Conjecture: If a polynomial in $\mathbb{C[x]}$ take only real values on the unit circle, then its identically equal to a real constant.
It's quite easy to see that the statement can be reformulated as:
Let $r_1,...,r_n$ and $\phi_1,...\phi_n$ be real numbers. If $S(\alpha)=\sum\limits_{k=1}^{n}r_k\sin(\phi_k+k\alpha)$ is constant for all $\alpha \in \mathbb{R}$, then $r_1=r_2=...=r_n=0$.
This seems intuitively true, because its essentially saying that we can't have a sum of harmonics which sum to zero.
Can I show the reformulation via simples means without resorting to Fourier series?
The functions $e_k:\mathbb R\to\mathbb C$ defined by $e_k(\theta)=e^{ik\theta}$ are linearly independent for any set of distinct $k$, in particular for $k\in\mathbb Z$. One way to see this is because eigenvectors for distinct eigenvalues of a linear transformation on a vector space are linearly independent, applied on the complex vector space $V$ of infinitely differentiable functions from $\mathbb R$ to $\mathbb C$ with the linear transformation being differentiation, $D:V\to V$, $Df = f'$. Note that $De_k=ike_k$, so $e_k$ is an eigenvector for $D$ with eigenvalue $ik$.

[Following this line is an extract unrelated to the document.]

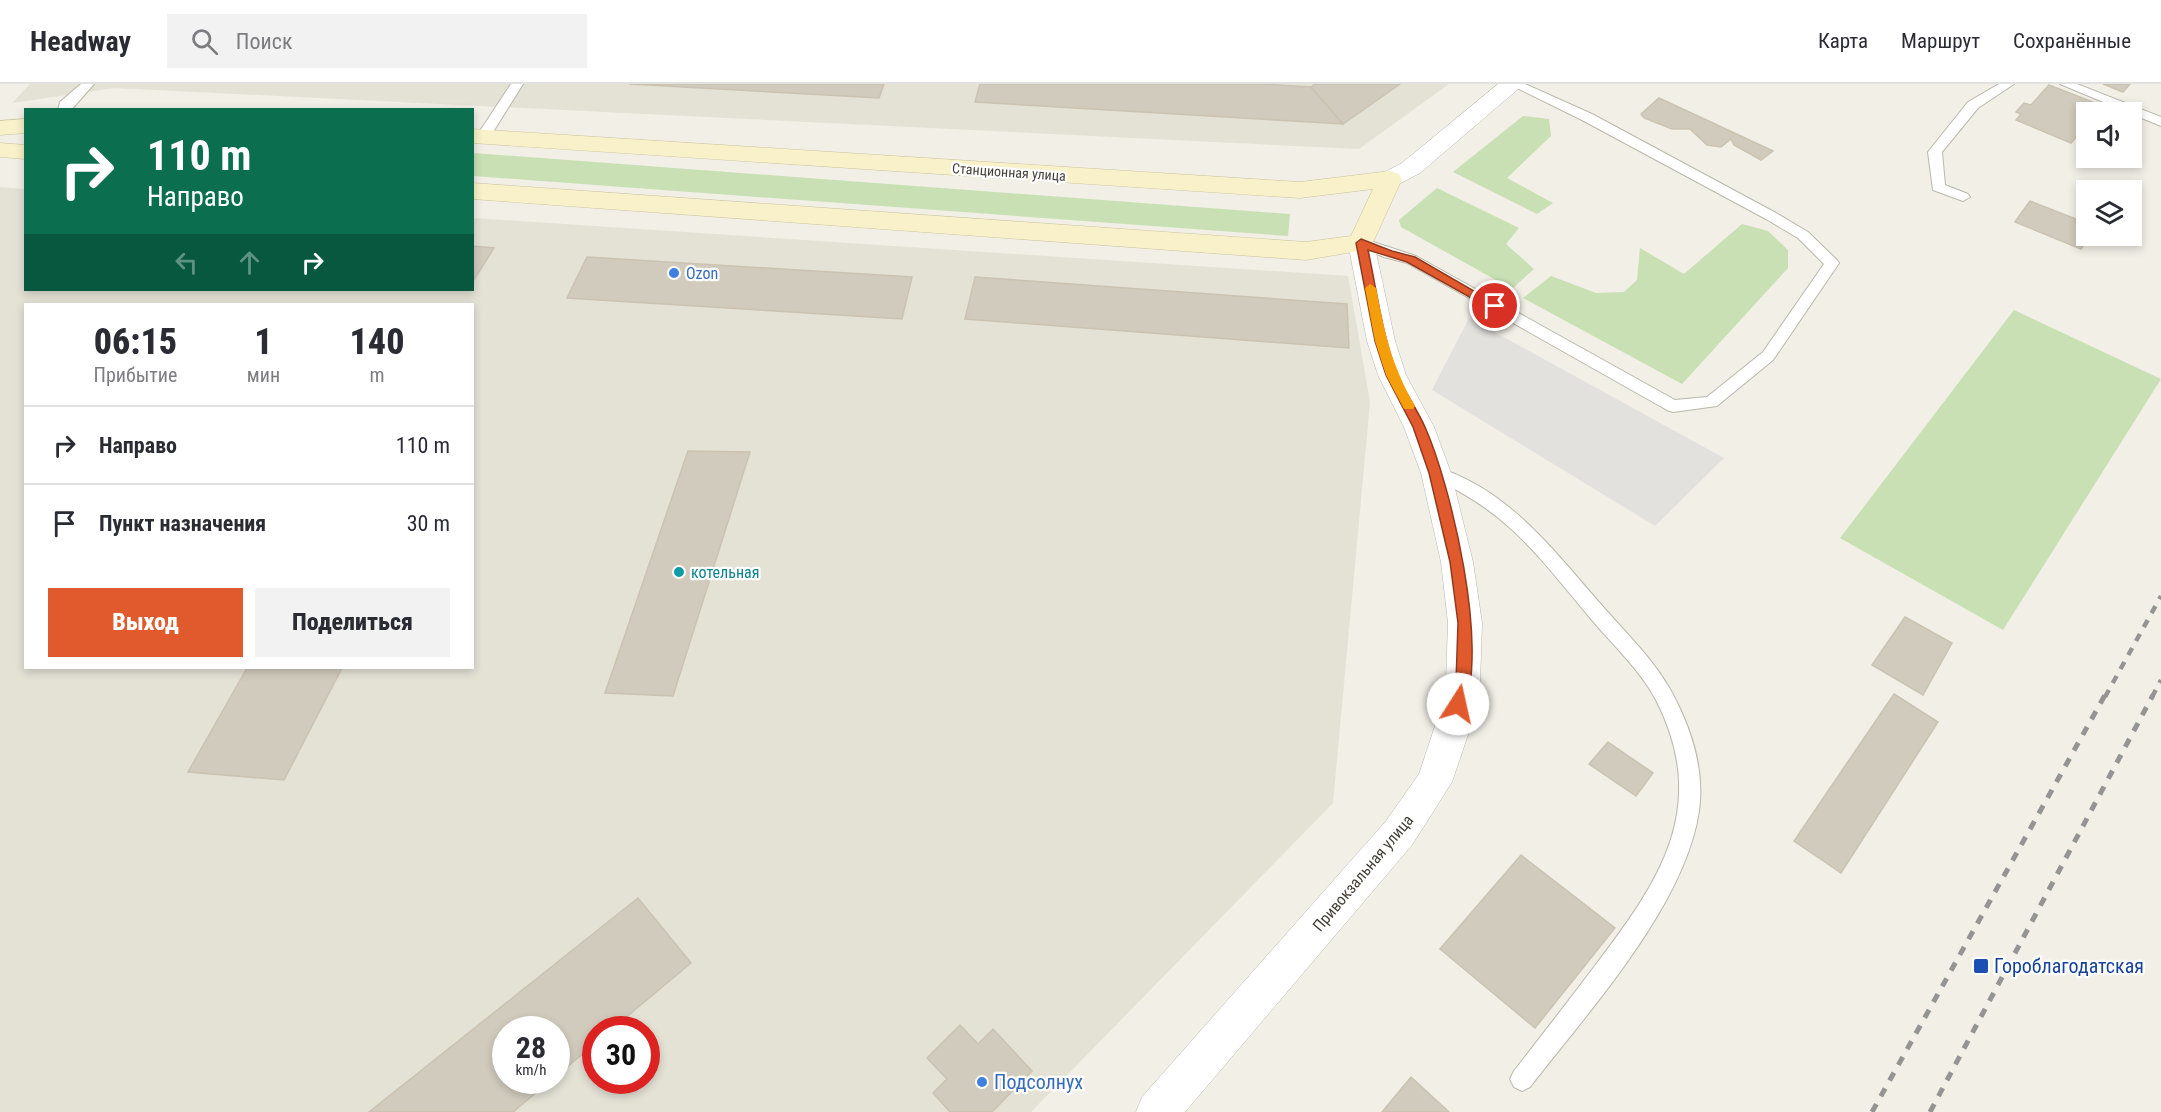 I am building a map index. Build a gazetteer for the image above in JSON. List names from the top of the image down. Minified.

Suppose $f\in \mathbb C[x]$, so $f(x)=\sum\limits_{k=0}^n a_k x^k$. On the unit circle, $f(e^{i\theta})=\sum\limits_{k=0}^n a_k e^{ik\theta}$. If this quantity is always real, then $a_0-\overline{a_0}+\sum\limits_{k=1}^{n}a_k e^{ik\theta}+\sum\limits_{k=-n}^{-1}-\overline{a_{-k}}e^{ik\theta}=0$ for all $\theta\in\mathbb R$. In other words, $$(a_0-\overline{a_0})e_0+\sum\limits_{k=1}^{n}a_k e_k+\sum\limits_{k=-n}^{-1}-\overline{a_{-k}}e_k=0.$$
Because $\{e_k: k\in\{-n,-n+1,\ldots,n-1,n\}\}$ is linearly independent, each coefficient must be zero, so $a_0$ is real and $a_k=0$ for $k>0$.